Further evidence that trauma in early life is linked to premature mortality in adulthood
By Melanie Hinze
New research published in the BMJ supports a wide body of evidence that early life physical and sexual abuse and neglect lead to ill health and mortality in adulthood, an Australian expert has told Medicine Today.
Professor Leonie Segal, Head of the Health Economics and Social Policy Group at the University of South Australia, Adelaide, and lead investigator of the NHMRC-funded Impacts of Child Abuse & Neglect Study, said that while this new research was based on a survey of US nurses, there had been studies all over the world, across different populations, genders, age groups and health conditions, that all found a link between child abuse, neglect and poor health. She said this was particularly so for poor mental health, but also several other chronic diseases.

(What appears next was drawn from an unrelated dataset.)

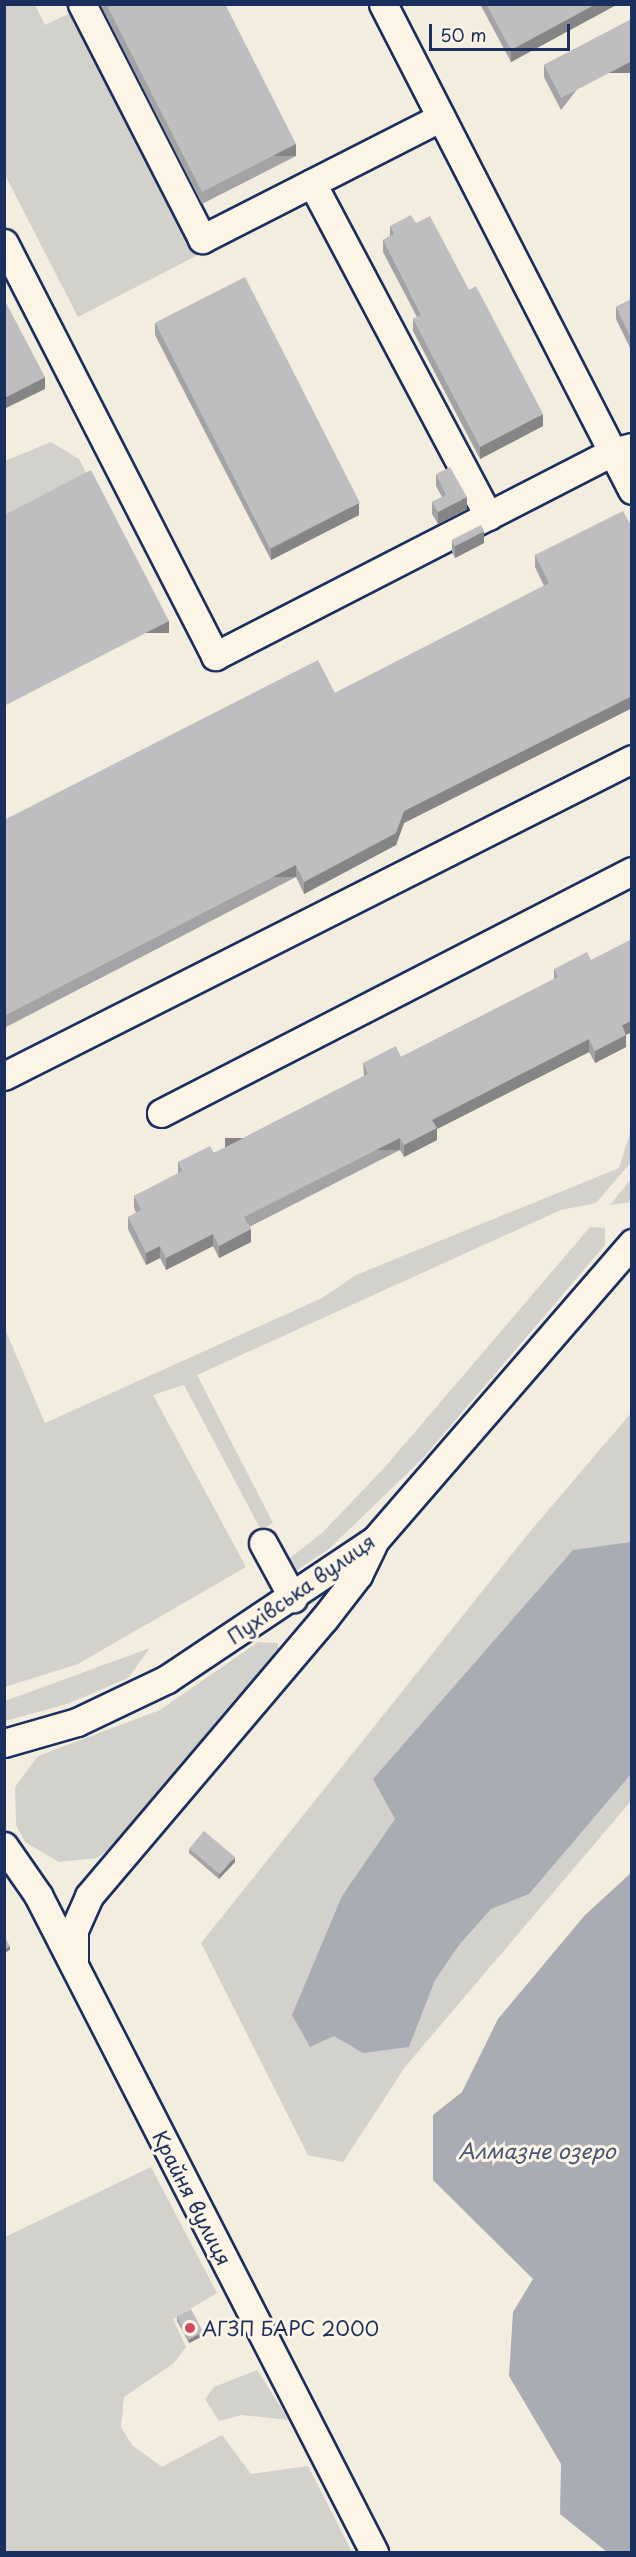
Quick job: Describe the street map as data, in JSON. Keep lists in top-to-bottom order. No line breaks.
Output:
{"streets":{"street":["Пухівська вулиця","Крайня вулиця"]},"water":["Алмазне озеро"],"places":["АГЗП БАРС 2000"],"scale_bar":"50 m"}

The new study explored associations between early life physical and sexual abuse and risk of death before age 70 years among 67,726 female nurses from The Nurses’ Health Study II. Participants completed a violence victimisation questionnaire in 2001, when aged 37 to 54 years, and were followed up for 18 years.
Nurses who had experienced moderate to severe physical abuse or forced sexual activity before the age of 12 years and at ages 12 to 17 years were found to have an increased risk of premature adult mortality compared with nurses without such abuse.
After adjustments for a range of factors, relative premature death rates were 53% and 80% higher among nurses who experienced severe physical abuse or forced sexual activity, respectively, in childhood and adolescence compared with those who did not.
Further analyses indicated that severe physical abuse was associated with about a three-fold greater risk of death due to external injury, poisoning and suicide and a 2.4-fold greater risk from digestive diseases. Serious sexual abuse was associated with a more than four-fold greater risk of death from suicide and digestive diseases, more than three-fold greater risk from external injury, poisoning and respiratory disease and 2.5-fold increased risk due to cardiovascular disease.
Professor Segal said, ‘It’s incontrovertible now that child abuse and neglect is an underpinning cause of much ill health in our society, and I think if clinicians were more aware of this it could inform their practice.’
She explained that there was opportunity for GPs to upskill themselves in trauma informed practices.
‘For those with an interest, I think there’s a huge need in our community for people who are both clinically trained in terms of physical health, but also in mental health and trauma,’ she said.
‘It’s also important, particularly with gastrointestinal [diseases] and some of the other chronic conditions which have an inflammatory pathway, to be alert to the biopsychosocial relationship in some of these conditions,’ she added.
Professor Segal said that establishing effective referral networks could also help to reduce the burden that child abuse and neglect has on people’s long-term health and wellbeing.